Por Guilherme Carvalho
Uma candidatura de terceira via não se estabeleceu em lugar nenhum do mundo de forma espontânea. Em tese a terceira via seria uma outra frente de disputas para “furar a bolha” entre dois polos que figuram o domínio da competição eleitoral. No caso brasileiro falamos muito sobre extremos. Mas será que o que estamos assistindo na disputa atual é realmente uma disputa entre extremos? Melhor dizendo, serão Lula e Bolsonaro realmente uma polarização entre extremos. Meu argumento é que cada vez menos.

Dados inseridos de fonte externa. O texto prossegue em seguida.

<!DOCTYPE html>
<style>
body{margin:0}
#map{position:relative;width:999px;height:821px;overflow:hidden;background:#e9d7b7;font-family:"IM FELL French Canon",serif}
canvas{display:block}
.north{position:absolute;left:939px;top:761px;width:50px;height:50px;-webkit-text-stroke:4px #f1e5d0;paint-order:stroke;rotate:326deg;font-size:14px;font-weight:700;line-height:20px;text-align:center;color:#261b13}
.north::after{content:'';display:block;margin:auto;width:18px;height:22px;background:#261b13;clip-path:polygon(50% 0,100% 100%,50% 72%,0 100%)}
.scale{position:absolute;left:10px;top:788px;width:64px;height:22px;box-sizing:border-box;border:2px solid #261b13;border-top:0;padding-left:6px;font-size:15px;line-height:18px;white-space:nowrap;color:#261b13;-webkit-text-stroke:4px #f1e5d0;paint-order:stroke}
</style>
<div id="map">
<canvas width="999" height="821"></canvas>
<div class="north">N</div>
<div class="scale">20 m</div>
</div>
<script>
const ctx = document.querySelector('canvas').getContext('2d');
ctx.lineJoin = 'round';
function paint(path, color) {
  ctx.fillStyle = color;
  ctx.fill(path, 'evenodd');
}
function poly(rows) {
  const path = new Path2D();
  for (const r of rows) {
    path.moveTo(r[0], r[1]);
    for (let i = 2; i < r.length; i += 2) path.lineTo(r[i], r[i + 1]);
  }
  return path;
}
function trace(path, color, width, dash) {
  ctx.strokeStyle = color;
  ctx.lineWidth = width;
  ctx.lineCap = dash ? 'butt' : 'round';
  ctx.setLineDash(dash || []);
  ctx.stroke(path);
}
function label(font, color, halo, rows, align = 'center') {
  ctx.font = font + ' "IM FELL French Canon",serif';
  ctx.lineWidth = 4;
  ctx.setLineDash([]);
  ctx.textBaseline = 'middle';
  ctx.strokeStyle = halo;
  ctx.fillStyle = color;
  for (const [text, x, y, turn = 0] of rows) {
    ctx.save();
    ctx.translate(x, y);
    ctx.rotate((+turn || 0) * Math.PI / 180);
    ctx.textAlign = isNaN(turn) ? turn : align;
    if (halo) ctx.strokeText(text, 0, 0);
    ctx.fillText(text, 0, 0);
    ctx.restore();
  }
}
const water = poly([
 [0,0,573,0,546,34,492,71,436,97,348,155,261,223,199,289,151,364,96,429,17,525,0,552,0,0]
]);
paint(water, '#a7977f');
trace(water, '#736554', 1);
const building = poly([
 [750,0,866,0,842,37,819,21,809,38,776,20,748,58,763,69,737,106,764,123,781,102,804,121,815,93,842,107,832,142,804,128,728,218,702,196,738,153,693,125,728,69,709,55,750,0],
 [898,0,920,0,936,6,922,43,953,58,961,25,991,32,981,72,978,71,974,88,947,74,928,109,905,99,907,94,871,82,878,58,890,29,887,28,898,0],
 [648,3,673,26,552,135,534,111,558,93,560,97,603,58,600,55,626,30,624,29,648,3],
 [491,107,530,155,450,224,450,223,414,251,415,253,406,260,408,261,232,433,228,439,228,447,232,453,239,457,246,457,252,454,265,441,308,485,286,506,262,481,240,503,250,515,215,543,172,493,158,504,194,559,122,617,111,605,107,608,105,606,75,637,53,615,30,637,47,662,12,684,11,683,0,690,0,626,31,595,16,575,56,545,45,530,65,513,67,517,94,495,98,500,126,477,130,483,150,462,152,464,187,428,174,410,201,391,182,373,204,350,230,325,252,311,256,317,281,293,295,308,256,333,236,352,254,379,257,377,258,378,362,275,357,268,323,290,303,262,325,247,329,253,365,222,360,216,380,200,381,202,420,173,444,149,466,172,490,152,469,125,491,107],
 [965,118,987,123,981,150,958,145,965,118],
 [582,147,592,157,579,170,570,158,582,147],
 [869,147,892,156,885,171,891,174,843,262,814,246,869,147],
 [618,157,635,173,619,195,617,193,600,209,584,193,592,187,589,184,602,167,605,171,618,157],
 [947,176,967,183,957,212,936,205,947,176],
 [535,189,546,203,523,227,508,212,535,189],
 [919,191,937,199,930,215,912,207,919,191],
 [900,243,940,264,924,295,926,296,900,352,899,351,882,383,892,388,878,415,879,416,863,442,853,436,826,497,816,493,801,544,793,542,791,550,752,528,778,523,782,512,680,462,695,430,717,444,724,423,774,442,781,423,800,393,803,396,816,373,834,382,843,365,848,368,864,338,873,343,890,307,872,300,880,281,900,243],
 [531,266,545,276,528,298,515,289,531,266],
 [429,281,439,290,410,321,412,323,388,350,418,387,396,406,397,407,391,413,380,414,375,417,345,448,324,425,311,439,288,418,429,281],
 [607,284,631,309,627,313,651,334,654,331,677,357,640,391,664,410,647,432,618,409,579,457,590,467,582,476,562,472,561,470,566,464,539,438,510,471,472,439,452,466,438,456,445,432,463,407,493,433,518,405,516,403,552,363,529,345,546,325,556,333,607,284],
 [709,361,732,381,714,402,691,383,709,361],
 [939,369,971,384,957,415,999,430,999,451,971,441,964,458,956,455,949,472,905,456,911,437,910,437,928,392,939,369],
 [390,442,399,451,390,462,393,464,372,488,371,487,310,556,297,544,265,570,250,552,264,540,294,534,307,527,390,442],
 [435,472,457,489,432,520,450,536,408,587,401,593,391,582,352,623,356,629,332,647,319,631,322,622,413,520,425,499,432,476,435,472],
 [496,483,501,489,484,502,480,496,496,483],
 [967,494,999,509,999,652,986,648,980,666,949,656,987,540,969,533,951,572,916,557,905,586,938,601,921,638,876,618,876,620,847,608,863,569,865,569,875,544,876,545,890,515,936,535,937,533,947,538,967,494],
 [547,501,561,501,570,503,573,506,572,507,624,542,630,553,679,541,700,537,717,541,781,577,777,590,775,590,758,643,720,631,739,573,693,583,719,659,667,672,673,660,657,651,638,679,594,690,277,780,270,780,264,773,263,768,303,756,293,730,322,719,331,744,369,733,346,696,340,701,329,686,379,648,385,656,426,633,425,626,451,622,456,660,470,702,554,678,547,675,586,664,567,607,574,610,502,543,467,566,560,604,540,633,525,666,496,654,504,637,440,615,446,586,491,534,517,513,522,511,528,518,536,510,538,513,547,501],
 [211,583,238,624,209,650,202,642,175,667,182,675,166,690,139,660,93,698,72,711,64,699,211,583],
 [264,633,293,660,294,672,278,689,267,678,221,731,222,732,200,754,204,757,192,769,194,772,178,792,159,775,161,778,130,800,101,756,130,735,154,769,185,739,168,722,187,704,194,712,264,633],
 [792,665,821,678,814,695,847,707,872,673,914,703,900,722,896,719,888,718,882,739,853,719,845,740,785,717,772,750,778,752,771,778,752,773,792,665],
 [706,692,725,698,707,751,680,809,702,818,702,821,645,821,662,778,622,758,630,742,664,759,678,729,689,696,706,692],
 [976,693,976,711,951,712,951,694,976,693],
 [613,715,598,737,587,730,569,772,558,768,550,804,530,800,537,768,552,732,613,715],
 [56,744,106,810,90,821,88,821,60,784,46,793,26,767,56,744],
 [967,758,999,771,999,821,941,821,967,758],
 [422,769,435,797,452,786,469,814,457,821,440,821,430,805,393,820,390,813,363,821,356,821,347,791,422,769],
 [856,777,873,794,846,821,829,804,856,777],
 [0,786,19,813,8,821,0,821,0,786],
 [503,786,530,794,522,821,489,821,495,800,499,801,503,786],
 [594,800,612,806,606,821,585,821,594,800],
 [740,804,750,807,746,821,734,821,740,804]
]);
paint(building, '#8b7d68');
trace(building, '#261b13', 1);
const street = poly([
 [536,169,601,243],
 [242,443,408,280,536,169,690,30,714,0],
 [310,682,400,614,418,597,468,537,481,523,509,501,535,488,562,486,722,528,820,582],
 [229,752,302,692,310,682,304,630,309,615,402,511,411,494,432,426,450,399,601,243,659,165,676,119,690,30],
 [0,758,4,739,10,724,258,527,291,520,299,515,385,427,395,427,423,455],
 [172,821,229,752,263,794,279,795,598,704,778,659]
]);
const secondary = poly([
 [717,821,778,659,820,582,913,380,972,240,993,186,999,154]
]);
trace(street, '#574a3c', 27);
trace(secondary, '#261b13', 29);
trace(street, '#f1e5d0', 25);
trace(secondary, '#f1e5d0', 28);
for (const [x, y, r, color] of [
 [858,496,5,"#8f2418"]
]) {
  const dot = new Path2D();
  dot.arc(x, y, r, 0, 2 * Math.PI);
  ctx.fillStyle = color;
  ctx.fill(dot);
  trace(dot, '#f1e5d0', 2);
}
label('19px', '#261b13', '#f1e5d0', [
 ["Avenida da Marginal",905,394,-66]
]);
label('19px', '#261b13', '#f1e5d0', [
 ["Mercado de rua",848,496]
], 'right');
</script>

O problema de falar em uma terceira via é que essas candidaturas são uma espécie de atualização ou uma versão “soft” de um dos polos em disputa. Os casos mais emblemáticos são os da Inglaterra, com Tony Blair, egresso do Partido Trabalhista, também com Bill Clinton, membro do Partido Democrata. Ambos se declararam como terceira via em detrimento inclusive das plataformas de seus próprios partidos, ambos protagonistas de disputas bipolarizadas em seus sistemas políticos. Trouxeram consigo a atualização do programa social-democrata que ganhou força na Europa no pós-guerra, intitulado de “Social-Liberalismo” que se opunha ao Socialismo tradicional e ao Conservadorismo Reacionário. Inspirado por essa tradição, Fernando Henrique Cardoso conduziu suas políticas e sua plataforma eleitoral para o pleito de 1998.

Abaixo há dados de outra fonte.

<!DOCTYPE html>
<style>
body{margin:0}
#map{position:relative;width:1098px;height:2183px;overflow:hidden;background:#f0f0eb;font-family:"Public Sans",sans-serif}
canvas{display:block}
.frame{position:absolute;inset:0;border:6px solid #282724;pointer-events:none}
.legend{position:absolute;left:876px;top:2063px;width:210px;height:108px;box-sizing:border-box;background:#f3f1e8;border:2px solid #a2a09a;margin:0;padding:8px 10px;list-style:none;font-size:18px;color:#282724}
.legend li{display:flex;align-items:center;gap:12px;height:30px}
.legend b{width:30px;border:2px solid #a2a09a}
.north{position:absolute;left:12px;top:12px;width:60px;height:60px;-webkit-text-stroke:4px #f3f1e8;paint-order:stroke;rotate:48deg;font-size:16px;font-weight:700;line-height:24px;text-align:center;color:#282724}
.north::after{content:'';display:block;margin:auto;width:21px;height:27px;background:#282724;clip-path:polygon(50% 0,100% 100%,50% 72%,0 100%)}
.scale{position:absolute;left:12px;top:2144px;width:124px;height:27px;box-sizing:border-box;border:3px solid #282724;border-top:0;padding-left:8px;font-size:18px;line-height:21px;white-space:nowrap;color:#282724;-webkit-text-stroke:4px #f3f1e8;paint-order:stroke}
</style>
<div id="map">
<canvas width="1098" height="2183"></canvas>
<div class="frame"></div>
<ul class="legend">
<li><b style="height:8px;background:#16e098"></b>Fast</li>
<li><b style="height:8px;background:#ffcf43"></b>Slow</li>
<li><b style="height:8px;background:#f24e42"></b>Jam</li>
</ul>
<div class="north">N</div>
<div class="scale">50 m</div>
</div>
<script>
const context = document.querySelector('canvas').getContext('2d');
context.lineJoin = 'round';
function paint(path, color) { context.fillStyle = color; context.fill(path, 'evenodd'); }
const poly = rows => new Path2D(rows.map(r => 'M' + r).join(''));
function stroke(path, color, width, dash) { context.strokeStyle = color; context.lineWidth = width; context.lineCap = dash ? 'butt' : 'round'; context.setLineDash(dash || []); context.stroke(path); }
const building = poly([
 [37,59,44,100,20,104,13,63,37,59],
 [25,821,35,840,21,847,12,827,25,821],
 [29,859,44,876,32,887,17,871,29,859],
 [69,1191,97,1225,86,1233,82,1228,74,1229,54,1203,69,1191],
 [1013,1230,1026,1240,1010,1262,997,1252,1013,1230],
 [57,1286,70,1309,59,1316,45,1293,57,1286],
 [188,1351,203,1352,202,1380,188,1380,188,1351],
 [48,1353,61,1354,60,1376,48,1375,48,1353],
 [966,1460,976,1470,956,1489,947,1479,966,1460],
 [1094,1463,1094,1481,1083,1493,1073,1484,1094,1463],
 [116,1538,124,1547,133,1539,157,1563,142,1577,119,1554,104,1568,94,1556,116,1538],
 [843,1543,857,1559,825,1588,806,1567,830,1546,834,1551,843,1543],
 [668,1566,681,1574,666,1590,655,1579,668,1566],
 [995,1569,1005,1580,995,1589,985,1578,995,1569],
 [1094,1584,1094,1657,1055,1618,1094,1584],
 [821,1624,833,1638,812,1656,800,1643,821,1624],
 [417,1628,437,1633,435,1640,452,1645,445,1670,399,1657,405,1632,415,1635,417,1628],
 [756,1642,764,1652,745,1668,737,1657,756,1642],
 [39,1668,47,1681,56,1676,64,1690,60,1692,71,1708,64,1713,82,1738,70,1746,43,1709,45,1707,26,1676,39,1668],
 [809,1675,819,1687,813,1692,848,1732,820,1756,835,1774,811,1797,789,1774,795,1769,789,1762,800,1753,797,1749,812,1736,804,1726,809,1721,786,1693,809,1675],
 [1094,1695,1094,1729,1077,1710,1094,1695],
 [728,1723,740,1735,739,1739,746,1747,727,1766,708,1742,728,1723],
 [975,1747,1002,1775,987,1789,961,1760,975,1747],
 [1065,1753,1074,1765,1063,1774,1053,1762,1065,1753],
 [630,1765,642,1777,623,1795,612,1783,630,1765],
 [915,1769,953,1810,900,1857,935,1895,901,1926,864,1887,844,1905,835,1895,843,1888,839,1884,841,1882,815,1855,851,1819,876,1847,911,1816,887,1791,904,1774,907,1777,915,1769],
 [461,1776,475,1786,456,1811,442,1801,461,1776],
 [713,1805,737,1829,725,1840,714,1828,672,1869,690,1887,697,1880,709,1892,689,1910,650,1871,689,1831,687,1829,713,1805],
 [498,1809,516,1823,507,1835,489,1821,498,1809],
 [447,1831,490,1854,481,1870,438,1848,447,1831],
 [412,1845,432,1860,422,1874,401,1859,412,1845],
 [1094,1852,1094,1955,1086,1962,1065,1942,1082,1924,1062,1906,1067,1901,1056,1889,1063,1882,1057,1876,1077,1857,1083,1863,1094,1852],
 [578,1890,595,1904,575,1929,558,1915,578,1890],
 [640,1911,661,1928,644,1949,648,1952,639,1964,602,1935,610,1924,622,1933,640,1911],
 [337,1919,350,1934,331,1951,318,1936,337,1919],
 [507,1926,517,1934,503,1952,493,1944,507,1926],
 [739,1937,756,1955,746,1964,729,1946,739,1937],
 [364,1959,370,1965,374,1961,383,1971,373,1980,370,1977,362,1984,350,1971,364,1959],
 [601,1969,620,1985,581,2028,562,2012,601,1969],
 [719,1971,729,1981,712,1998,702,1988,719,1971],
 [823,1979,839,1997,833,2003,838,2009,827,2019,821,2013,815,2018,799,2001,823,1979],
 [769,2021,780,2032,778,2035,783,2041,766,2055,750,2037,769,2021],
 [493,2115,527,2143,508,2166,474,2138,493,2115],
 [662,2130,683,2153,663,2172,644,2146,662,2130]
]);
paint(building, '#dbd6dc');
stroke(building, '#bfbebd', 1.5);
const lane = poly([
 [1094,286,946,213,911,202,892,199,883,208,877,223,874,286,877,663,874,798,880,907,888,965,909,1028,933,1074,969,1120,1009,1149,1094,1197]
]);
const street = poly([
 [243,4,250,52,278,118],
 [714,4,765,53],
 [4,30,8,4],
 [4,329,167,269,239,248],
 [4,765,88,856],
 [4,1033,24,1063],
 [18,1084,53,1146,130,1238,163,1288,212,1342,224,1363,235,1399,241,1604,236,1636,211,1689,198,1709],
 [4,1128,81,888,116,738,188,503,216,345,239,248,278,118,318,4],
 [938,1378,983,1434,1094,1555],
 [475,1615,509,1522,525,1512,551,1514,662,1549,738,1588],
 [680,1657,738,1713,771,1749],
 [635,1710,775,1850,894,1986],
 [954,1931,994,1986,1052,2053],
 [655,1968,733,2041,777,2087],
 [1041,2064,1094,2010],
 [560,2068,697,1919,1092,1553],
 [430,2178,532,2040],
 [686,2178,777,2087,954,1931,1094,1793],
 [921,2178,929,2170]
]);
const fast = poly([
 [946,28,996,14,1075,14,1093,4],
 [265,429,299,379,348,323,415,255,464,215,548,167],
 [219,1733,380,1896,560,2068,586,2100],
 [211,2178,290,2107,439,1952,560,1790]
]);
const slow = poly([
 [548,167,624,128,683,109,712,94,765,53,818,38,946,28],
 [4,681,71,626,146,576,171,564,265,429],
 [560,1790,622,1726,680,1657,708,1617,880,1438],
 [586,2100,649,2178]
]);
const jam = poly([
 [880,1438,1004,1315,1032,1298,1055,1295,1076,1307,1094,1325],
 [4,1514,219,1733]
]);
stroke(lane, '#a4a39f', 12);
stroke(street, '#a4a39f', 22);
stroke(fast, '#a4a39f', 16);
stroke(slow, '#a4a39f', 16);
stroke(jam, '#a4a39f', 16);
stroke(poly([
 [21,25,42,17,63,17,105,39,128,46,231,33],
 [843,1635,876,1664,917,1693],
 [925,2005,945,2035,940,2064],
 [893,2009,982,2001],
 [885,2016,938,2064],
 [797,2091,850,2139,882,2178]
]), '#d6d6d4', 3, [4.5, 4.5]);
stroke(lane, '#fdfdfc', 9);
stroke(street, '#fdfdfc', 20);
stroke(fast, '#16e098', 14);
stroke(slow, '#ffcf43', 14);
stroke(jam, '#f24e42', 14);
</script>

Outro caso de sucesso desta plataforma talvez tenha sido o francês em 2017, em que Emmanuel Macron, ex-ministro do governo socialista de Françoise Hollande, se desvincula do governo e funda o “En Marçhe!”, partido que se intitula como radical de centro e se apresentou como terceira via para o processo eleitoral e derrotou os socialistas e a extrema-direita representada por Marie Le Pen da Rassemblement National.

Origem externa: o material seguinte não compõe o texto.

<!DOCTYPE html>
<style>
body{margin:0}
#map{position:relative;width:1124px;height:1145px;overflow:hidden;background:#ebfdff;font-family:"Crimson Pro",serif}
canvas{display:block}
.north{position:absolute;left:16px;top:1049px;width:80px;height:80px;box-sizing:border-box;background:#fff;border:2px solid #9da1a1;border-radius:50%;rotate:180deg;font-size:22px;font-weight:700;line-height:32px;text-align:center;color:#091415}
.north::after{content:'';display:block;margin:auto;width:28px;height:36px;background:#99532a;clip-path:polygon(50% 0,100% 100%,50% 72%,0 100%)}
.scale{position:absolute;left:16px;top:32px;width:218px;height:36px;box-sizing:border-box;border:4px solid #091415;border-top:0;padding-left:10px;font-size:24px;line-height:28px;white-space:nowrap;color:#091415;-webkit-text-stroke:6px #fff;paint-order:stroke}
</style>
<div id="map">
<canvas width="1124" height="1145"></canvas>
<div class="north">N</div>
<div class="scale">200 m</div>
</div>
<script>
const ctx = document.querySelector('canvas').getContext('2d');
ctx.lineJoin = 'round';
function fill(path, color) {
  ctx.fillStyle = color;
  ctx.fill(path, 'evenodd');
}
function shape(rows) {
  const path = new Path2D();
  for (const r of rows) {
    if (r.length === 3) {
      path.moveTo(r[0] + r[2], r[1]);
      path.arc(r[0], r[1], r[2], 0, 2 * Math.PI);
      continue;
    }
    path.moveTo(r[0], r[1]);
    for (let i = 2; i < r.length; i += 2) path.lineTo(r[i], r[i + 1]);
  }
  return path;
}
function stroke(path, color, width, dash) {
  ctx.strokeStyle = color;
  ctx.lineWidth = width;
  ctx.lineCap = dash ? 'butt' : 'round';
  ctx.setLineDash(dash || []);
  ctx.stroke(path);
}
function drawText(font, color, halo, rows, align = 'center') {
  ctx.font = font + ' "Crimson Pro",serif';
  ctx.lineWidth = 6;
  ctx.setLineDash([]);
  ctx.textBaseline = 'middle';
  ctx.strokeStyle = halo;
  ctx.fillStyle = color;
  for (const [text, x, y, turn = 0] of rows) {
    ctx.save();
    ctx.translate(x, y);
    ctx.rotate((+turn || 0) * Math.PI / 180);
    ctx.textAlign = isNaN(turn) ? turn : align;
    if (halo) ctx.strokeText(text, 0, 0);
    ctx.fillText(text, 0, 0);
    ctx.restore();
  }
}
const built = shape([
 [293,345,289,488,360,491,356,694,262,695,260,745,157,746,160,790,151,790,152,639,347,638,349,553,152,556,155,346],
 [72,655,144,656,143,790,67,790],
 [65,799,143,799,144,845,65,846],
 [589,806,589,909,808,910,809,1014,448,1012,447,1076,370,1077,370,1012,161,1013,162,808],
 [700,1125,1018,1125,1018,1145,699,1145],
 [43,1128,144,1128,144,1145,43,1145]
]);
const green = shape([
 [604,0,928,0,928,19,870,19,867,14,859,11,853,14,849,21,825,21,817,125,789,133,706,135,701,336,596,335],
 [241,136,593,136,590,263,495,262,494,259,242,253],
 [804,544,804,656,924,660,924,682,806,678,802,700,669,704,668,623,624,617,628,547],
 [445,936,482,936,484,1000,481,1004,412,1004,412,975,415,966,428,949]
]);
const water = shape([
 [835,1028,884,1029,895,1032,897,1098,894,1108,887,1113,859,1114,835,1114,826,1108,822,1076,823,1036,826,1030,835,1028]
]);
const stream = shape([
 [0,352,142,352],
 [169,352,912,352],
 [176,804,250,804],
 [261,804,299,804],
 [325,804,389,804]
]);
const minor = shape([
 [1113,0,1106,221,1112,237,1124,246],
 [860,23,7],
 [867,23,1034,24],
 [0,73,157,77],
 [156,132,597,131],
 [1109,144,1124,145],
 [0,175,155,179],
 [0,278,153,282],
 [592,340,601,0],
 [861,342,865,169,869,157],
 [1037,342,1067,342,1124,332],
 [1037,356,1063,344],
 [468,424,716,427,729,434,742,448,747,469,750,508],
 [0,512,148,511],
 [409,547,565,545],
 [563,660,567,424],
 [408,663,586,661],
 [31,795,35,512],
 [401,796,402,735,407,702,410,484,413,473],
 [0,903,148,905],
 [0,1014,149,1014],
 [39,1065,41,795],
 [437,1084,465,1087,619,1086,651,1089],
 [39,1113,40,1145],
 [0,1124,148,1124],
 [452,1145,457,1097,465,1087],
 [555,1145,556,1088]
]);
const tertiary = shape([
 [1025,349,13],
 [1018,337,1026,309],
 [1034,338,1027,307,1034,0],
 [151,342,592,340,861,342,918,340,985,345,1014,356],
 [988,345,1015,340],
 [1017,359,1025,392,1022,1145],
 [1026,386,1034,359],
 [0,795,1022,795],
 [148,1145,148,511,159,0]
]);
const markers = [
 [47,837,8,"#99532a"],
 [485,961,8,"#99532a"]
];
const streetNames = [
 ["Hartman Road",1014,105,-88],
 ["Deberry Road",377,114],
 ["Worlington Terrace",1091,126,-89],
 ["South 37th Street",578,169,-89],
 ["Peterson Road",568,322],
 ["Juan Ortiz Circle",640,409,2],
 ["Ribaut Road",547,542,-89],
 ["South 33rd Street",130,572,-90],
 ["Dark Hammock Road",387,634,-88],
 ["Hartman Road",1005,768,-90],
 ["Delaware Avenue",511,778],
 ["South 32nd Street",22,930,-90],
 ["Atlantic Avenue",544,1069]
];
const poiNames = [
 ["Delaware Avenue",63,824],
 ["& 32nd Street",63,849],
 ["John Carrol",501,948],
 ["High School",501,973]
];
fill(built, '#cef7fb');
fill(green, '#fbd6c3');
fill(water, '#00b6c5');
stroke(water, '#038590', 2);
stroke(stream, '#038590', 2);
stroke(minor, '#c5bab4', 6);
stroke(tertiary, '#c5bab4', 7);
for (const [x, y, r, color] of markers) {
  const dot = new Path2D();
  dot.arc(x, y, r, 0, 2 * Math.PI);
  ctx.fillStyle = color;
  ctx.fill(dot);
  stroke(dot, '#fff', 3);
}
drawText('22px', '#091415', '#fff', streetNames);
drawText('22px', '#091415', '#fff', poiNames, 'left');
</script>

Nas eleições de 2014 no Brasil tivemos outra plataforma que saiu de dentro da estrutura de um dos partidos polarizadores e buscou se introduzir na disputa eleitoral, obtendo um desempenho importante, com a célebre chapa formada por Eduardo Campos e Marina Silva, ambos do PSB, partido que até então era um aliado de primeira hora do PT. Essa candidatura obteve razoável êxito, mas ainda sim insuficiente para se diferenciar de uma plataforma Social-Democrata, representada pela candidatura do PT e de outra Social Liberal, representada pelo PSDB. Apesar de competitiva por motivos advindos do contexto daquela eleição, o fato é que a mais promissora candidatura da chamada terceira via no Brasil não encontrou eco no eleitorado pela baixa diferenciação.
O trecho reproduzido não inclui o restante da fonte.